→ Required work:
Copy out each line of the listing below where the string "stream" appears.

→ Dataset entries:
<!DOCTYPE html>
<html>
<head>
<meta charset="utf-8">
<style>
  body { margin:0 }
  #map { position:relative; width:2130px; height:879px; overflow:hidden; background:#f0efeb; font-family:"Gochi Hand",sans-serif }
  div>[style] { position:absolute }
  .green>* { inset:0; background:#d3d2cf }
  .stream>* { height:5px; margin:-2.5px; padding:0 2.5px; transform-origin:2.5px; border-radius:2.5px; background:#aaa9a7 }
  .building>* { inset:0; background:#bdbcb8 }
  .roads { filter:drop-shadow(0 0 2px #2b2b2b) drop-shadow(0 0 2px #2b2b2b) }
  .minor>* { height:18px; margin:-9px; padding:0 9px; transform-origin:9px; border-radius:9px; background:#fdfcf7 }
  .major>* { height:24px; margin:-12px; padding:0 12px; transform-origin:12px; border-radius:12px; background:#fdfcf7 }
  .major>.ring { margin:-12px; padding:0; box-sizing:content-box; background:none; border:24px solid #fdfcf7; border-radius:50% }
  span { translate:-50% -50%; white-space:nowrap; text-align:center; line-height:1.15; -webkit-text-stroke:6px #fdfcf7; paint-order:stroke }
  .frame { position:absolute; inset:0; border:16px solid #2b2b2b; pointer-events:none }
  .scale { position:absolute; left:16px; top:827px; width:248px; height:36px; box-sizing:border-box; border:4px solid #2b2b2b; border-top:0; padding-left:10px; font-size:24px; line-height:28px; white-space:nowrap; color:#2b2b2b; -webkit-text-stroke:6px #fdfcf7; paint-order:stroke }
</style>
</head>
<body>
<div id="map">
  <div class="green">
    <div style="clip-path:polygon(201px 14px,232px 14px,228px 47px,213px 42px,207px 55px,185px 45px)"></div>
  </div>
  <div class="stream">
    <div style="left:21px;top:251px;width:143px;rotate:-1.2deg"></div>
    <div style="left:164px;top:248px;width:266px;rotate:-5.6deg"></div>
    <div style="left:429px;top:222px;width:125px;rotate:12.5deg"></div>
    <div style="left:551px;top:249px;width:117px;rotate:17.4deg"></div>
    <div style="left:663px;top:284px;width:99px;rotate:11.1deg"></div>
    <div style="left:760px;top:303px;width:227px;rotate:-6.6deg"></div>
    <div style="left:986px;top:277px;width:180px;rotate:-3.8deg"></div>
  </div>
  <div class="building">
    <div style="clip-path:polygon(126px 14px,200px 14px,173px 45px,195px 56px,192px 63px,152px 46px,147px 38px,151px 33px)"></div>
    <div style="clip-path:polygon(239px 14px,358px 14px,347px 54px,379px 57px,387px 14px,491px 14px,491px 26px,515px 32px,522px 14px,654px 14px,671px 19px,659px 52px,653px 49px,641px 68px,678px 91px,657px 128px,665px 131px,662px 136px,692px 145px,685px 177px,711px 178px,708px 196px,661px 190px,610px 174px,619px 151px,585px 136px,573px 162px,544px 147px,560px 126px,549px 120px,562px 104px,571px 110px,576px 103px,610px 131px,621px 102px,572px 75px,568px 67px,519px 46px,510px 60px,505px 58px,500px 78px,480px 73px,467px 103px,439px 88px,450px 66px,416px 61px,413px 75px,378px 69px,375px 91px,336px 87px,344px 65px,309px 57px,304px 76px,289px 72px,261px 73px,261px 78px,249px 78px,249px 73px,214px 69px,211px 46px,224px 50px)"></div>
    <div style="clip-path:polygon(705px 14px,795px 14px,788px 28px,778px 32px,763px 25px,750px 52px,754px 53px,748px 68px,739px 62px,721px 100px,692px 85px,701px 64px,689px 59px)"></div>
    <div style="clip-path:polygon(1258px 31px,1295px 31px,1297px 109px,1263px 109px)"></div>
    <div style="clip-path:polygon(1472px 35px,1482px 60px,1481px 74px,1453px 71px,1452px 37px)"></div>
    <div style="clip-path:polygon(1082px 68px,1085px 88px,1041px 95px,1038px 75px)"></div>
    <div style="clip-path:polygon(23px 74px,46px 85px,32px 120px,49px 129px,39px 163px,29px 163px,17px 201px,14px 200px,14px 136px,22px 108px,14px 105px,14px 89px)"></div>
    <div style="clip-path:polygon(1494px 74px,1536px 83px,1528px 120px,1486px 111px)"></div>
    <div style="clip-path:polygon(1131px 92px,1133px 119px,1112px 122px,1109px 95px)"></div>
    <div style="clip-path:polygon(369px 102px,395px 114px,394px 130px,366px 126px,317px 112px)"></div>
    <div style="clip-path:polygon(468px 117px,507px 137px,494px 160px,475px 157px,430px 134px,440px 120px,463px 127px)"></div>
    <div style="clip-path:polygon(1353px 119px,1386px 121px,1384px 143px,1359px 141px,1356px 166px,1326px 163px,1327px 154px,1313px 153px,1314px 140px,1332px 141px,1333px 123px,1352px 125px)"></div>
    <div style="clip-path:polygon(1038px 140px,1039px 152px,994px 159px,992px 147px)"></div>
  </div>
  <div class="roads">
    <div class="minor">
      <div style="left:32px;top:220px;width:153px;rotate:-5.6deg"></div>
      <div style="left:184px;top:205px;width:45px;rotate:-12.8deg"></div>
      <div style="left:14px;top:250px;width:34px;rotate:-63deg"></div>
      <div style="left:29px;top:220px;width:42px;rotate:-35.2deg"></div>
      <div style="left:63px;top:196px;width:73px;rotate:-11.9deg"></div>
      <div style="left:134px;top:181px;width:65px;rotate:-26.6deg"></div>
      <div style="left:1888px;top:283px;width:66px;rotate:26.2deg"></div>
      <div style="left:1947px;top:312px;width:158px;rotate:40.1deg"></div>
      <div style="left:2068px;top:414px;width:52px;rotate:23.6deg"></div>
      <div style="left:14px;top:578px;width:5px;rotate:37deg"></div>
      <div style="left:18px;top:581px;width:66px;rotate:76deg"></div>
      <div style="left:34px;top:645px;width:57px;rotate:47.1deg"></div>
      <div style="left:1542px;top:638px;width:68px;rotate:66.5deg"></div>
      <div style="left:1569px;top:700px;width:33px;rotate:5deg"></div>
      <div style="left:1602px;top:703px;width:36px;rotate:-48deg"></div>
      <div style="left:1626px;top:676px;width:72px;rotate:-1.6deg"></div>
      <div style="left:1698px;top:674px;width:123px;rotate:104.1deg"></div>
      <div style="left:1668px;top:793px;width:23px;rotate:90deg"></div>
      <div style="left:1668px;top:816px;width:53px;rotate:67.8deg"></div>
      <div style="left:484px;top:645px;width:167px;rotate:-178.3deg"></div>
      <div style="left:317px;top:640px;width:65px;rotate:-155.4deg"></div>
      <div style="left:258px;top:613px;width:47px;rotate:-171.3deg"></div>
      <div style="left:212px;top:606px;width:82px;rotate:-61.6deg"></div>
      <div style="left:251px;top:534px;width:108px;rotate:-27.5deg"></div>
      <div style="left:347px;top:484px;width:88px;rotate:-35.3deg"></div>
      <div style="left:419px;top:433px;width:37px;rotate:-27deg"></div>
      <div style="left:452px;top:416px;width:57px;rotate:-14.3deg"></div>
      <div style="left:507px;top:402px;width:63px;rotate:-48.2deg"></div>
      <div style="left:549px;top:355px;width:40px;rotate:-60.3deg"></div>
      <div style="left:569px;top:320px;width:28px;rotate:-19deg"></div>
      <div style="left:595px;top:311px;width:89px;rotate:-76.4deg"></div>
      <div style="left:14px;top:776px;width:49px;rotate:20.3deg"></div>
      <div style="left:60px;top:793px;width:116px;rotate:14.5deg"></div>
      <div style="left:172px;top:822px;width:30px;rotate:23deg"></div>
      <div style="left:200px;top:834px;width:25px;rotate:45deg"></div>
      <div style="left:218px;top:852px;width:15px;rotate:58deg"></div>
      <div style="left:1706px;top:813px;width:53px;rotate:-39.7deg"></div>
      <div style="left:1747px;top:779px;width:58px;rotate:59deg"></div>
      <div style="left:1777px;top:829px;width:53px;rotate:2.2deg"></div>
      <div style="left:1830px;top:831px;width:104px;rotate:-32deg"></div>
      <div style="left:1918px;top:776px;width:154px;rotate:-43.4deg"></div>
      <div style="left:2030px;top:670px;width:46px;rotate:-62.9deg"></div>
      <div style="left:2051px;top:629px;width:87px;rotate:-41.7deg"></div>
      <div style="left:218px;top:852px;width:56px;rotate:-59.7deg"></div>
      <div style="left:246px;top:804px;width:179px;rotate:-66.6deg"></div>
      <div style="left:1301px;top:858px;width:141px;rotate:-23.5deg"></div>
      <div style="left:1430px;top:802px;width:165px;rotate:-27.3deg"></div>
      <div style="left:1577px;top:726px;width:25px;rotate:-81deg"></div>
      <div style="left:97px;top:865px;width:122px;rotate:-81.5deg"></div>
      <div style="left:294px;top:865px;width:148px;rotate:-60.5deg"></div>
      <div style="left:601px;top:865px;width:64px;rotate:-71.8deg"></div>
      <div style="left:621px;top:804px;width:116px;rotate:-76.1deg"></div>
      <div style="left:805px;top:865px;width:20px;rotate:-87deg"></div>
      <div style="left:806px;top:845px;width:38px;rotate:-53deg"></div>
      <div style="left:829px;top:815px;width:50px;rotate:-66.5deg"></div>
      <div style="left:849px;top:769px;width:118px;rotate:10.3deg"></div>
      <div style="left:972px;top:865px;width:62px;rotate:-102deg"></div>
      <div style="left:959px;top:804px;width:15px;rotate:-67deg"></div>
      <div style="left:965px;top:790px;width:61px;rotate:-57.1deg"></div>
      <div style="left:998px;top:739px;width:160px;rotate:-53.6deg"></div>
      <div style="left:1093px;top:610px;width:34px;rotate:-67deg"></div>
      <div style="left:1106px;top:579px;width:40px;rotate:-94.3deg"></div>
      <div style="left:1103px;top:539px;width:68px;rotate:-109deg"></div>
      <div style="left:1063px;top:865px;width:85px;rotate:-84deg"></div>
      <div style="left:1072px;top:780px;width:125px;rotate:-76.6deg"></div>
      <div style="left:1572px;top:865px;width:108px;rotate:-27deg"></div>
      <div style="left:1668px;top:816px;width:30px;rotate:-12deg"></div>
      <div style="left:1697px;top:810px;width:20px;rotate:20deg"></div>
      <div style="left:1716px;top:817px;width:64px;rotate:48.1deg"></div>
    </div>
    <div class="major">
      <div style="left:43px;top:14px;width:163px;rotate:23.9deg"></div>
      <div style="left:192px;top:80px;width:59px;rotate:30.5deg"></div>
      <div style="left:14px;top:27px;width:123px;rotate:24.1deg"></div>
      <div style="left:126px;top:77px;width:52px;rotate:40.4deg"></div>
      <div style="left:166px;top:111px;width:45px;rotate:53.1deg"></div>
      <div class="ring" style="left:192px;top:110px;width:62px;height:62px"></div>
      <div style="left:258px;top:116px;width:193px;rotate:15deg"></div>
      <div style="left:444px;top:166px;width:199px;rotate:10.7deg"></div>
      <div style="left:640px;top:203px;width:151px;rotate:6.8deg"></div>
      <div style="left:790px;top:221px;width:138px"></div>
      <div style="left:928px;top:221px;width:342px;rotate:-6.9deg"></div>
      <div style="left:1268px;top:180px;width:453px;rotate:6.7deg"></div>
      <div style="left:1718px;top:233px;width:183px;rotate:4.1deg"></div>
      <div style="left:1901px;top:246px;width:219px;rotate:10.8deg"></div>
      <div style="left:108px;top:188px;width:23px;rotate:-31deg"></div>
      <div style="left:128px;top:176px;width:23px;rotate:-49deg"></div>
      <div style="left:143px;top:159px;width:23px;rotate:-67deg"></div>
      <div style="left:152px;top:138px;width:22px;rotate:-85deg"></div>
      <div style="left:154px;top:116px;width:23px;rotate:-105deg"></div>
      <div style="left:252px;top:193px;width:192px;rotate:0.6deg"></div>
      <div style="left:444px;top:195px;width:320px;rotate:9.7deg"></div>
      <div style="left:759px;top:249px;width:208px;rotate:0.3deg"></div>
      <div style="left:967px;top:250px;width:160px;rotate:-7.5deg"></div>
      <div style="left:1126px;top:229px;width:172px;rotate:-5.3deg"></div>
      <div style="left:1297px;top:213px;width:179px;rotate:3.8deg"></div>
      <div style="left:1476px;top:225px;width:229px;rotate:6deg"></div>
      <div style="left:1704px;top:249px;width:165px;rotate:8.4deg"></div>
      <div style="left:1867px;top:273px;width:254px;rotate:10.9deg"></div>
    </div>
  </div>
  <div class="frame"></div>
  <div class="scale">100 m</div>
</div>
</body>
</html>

→ Response to the exercise:
  .stream>* { height:5px; margin:-2.5px; padding:0 2.5px; transform-origin:2.5px; border-radius:2.5px; background:#aaa9a7 }
  <div class="stream">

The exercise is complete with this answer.